**How to complete this task:**
Count the lines in the listing below that hold the string "body". Reply with the number alone.

**Supplied records:**
------------------------------------------------

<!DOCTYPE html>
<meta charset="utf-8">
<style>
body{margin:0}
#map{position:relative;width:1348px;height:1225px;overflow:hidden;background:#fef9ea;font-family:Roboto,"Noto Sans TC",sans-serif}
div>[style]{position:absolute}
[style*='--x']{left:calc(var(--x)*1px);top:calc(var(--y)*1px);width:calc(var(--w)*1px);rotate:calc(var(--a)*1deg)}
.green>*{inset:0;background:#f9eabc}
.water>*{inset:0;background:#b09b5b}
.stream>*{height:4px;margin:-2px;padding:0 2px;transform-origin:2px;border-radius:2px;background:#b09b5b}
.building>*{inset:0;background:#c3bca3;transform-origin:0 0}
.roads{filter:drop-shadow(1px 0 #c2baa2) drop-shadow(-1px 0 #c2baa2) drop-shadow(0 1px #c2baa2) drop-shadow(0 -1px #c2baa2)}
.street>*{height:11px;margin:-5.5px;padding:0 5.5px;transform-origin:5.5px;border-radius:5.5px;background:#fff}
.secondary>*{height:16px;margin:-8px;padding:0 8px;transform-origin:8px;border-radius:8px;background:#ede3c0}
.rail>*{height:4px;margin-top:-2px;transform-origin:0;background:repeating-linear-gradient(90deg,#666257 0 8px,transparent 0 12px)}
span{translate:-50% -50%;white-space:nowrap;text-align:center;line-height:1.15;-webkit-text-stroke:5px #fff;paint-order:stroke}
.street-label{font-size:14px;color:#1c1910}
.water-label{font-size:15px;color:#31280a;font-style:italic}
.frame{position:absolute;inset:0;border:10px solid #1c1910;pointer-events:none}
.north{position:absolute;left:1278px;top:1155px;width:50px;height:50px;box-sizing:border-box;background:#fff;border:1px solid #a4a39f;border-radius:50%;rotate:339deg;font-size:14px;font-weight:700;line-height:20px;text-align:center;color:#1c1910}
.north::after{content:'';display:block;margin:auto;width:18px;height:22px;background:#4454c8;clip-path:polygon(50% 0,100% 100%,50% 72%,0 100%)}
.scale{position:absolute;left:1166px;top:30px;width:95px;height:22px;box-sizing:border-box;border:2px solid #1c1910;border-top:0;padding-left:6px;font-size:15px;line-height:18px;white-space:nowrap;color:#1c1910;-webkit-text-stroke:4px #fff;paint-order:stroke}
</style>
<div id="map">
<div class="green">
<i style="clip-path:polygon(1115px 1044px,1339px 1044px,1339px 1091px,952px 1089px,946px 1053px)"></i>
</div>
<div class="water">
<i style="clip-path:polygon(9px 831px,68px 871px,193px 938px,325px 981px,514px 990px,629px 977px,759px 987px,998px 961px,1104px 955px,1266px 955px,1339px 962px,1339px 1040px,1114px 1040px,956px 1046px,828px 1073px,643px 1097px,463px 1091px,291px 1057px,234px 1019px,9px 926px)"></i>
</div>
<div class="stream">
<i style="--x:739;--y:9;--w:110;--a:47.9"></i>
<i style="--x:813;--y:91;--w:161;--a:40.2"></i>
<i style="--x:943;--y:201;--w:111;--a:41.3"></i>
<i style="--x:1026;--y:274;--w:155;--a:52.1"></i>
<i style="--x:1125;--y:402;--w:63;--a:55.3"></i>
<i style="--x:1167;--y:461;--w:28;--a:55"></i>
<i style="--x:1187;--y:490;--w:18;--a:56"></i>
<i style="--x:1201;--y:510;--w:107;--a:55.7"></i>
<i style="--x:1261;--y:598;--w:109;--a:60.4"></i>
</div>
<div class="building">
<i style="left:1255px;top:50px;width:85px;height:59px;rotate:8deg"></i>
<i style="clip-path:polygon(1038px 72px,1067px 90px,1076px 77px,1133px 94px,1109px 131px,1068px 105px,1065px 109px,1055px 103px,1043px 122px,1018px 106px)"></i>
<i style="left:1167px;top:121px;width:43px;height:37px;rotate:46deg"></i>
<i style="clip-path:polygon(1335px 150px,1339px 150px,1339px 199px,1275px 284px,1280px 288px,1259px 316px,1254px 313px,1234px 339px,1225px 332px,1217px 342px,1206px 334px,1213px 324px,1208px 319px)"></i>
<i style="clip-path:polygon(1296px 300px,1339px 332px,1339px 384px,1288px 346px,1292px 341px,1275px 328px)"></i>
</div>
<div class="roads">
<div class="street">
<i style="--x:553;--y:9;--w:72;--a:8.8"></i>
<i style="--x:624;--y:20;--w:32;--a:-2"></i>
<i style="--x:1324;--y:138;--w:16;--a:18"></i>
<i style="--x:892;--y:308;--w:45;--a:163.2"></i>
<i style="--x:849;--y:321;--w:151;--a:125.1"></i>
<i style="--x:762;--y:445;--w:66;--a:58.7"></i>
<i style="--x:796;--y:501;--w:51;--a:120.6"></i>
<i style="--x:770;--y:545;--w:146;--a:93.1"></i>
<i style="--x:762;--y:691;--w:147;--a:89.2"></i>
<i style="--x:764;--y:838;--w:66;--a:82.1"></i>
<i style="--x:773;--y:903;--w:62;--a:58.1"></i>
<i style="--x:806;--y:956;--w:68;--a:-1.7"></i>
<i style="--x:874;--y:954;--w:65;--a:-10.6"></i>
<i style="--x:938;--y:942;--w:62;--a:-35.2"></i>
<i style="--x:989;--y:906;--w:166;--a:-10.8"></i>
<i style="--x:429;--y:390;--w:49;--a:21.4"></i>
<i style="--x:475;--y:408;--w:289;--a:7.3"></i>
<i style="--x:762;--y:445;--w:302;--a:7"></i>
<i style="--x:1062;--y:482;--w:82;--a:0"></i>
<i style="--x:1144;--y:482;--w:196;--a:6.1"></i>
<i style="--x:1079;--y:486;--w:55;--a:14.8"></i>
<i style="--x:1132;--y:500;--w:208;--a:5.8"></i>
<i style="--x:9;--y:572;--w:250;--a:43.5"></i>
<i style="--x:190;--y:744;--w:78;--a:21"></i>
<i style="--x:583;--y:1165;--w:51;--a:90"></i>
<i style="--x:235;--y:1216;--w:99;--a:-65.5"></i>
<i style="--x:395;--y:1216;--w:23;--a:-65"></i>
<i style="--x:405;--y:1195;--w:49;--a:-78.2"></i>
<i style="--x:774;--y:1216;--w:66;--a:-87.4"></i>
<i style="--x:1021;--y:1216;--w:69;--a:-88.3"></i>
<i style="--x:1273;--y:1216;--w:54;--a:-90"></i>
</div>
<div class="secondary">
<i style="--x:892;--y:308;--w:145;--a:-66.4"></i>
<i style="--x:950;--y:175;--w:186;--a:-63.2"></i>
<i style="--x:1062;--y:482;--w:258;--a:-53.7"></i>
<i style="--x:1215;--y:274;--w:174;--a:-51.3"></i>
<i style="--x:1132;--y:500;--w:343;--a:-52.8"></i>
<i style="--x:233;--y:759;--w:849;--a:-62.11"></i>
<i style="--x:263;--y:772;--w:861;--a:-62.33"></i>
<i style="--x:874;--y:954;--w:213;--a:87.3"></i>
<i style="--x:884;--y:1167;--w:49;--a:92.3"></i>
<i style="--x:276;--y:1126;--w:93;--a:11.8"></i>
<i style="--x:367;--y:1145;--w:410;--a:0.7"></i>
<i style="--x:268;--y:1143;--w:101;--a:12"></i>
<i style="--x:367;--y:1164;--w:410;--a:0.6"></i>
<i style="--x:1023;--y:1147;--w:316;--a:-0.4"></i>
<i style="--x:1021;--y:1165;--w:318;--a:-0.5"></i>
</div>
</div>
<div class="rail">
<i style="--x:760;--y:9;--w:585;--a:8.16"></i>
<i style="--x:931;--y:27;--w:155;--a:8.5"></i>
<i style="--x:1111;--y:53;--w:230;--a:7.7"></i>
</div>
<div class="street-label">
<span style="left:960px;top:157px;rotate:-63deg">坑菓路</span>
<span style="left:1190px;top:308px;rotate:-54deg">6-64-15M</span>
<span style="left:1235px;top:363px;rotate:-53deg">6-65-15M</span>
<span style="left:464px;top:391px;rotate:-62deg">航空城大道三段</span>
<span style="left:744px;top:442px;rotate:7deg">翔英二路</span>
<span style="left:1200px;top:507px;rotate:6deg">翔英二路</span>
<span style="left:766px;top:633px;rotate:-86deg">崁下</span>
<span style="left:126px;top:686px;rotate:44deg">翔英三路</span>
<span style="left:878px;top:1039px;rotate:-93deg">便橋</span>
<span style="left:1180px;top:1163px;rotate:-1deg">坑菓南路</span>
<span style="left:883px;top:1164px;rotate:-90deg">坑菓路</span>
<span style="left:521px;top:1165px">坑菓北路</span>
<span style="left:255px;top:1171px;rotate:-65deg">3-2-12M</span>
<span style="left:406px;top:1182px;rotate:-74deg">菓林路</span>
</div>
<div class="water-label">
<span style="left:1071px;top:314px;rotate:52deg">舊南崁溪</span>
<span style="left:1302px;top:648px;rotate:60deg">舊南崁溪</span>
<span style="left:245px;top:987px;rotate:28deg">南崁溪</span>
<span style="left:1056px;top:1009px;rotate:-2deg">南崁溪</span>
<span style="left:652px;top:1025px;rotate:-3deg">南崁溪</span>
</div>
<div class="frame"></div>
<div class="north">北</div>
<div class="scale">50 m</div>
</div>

------------------------------------------------

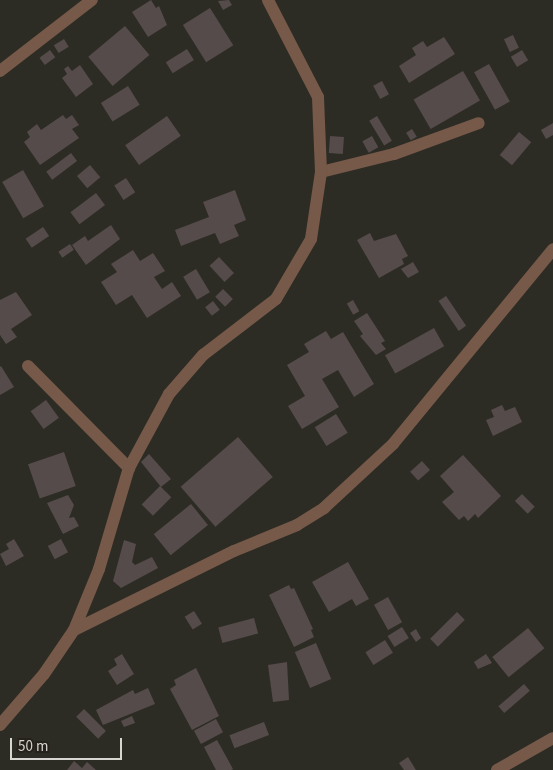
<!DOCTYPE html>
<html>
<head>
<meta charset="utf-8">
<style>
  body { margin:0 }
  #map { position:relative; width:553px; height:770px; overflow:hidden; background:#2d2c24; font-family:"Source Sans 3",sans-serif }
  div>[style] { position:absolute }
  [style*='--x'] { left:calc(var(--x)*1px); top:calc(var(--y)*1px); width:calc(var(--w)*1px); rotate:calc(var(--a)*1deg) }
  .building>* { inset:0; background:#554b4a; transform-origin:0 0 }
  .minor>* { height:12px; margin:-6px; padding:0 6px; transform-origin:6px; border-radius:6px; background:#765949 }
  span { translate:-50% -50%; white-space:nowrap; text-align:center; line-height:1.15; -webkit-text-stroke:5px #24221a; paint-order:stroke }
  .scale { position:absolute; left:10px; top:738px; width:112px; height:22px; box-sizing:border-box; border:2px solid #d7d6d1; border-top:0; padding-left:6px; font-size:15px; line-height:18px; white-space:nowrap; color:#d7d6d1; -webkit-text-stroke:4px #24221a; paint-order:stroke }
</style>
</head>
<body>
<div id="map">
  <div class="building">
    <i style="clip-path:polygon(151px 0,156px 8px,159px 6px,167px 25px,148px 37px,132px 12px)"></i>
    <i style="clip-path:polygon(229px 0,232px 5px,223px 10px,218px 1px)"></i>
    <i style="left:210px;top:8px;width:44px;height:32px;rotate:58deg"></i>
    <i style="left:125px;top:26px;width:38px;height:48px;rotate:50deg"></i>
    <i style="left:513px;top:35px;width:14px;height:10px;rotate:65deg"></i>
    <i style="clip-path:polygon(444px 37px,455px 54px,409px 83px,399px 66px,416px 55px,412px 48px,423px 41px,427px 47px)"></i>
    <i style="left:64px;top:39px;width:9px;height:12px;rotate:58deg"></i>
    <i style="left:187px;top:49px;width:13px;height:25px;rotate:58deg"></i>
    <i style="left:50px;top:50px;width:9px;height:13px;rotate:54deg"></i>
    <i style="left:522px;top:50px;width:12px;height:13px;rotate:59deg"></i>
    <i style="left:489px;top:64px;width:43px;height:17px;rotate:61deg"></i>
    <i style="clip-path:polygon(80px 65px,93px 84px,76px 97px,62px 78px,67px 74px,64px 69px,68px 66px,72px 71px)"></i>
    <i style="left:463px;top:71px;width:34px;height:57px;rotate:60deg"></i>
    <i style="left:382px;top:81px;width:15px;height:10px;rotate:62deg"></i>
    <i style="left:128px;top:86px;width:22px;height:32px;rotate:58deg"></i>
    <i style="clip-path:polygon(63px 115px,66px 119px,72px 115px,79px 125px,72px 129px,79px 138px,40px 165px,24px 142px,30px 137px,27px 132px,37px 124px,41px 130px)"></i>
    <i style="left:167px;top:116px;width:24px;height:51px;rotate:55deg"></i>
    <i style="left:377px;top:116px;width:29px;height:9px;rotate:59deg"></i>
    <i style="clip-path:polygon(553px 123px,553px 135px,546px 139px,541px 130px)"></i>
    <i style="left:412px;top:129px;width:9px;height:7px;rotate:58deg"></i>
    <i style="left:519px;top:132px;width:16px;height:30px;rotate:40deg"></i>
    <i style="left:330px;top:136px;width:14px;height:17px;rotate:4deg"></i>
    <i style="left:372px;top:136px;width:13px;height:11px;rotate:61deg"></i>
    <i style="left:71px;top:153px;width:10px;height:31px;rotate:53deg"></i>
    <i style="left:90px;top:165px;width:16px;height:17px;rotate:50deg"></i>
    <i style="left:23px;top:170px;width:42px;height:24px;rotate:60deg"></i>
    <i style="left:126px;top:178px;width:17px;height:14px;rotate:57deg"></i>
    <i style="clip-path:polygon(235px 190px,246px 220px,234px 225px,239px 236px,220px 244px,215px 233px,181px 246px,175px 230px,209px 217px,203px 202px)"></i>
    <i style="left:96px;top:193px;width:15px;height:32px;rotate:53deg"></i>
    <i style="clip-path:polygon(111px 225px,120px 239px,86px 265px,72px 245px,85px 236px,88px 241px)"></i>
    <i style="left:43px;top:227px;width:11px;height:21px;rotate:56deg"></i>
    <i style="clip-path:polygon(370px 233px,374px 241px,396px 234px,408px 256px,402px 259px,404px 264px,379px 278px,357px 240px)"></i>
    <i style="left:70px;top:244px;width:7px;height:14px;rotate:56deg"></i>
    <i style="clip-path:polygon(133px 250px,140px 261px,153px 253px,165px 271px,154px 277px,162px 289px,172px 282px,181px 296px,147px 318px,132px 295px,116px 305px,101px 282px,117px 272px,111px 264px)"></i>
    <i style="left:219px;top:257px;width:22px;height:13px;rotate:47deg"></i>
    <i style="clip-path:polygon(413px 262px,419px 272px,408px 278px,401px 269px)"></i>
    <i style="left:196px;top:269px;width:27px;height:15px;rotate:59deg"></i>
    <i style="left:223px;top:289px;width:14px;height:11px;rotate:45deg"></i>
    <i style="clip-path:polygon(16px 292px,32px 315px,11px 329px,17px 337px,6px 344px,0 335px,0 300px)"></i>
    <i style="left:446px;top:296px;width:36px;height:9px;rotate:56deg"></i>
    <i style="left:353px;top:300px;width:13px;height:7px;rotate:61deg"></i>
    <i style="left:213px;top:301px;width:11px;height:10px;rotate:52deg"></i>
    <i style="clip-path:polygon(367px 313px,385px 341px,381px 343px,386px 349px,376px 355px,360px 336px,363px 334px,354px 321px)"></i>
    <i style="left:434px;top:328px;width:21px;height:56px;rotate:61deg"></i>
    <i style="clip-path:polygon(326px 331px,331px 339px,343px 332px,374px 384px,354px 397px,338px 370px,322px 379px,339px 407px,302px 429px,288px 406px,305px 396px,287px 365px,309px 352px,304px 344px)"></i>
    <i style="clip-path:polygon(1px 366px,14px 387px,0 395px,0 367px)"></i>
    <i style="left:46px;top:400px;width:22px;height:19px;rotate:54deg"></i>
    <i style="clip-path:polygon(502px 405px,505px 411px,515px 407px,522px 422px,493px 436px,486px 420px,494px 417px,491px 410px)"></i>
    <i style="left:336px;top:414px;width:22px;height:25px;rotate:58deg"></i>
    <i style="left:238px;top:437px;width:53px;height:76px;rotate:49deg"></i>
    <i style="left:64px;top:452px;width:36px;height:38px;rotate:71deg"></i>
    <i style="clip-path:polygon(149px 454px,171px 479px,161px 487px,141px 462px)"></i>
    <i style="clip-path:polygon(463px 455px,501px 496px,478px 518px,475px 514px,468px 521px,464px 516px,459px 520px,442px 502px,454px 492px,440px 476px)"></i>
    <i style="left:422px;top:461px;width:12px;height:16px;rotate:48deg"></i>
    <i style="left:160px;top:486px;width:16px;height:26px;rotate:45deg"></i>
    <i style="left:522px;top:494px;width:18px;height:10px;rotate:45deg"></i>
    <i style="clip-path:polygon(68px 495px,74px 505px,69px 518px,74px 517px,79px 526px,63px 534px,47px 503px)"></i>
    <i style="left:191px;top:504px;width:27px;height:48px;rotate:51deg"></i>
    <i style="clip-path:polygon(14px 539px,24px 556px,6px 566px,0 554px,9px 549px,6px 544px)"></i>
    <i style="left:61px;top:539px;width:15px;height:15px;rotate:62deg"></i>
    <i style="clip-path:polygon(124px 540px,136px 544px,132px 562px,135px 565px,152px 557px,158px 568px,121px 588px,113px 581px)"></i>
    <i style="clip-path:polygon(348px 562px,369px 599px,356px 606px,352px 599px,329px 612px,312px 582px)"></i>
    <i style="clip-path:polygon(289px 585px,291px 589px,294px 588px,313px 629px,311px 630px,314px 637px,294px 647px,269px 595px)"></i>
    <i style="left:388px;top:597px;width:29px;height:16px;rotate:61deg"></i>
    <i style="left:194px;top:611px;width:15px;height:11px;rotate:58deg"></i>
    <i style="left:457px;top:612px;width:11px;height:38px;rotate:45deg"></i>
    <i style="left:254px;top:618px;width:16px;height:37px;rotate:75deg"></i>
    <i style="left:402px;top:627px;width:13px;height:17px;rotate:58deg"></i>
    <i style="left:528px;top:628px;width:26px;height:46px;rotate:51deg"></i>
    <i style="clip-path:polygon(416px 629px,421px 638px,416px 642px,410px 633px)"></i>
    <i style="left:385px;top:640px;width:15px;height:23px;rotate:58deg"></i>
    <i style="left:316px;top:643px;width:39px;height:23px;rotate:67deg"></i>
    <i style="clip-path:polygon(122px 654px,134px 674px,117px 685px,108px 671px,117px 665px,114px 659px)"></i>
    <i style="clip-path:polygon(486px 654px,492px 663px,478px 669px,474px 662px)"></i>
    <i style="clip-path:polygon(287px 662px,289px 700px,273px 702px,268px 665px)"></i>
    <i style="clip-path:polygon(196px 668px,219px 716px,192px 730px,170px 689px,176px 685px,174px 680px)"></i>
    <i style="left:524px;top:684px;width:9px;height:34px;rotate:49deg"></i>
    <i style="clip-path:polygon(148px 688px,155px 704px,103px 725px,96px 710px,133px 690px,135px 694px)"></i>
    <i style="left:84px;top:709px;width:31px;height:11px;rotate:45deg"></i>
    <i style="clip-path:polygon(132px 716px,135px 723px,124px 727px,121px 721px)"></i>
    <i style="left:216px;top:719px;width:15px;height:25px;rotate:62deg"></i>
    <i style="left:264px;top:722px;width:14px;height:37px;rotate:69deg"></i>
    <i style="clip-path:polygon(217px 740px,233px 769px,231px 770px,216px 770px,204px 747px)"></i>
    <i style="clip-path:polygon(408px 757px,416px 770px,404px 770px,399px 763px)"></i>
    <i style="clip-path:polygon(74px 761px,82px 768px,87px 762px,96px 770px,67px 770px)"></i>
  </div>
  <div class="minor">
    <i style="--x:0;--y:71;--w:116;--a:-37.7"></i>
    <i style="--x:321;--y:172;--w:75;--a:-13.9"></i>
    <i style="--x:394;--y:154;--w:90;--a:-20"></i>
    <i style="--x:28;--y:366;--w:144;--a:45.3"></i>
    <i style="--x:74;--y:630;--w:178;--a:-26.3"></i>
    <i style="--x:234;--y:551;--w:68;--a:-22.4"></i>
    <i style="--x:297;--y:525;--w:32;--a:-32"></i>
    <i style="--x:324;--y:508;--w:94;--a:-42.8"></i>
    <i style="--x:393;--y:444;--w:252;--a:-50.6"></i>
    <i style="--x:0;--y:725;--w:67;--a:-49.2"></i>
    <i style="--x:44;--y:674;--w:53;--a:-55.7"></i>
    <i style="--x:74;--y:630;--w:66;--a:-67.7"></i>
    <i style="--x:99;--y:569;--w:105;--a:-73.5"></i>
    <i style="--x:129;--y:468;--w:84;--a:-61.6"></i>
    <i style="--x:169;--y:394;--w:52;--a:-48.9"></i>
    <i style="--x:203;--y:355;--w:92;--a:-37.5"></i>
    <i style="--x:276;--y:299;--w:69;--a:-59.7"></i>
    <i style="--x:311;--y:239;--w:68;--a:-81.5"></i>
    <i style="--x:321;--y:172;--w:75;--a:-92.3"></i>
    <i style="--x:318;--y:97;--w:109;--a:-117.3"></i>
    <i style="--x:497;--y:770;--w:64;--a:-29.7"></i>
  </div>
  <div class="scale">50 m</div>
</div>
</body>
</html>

------------------------------------------------

**Solved problem:**
4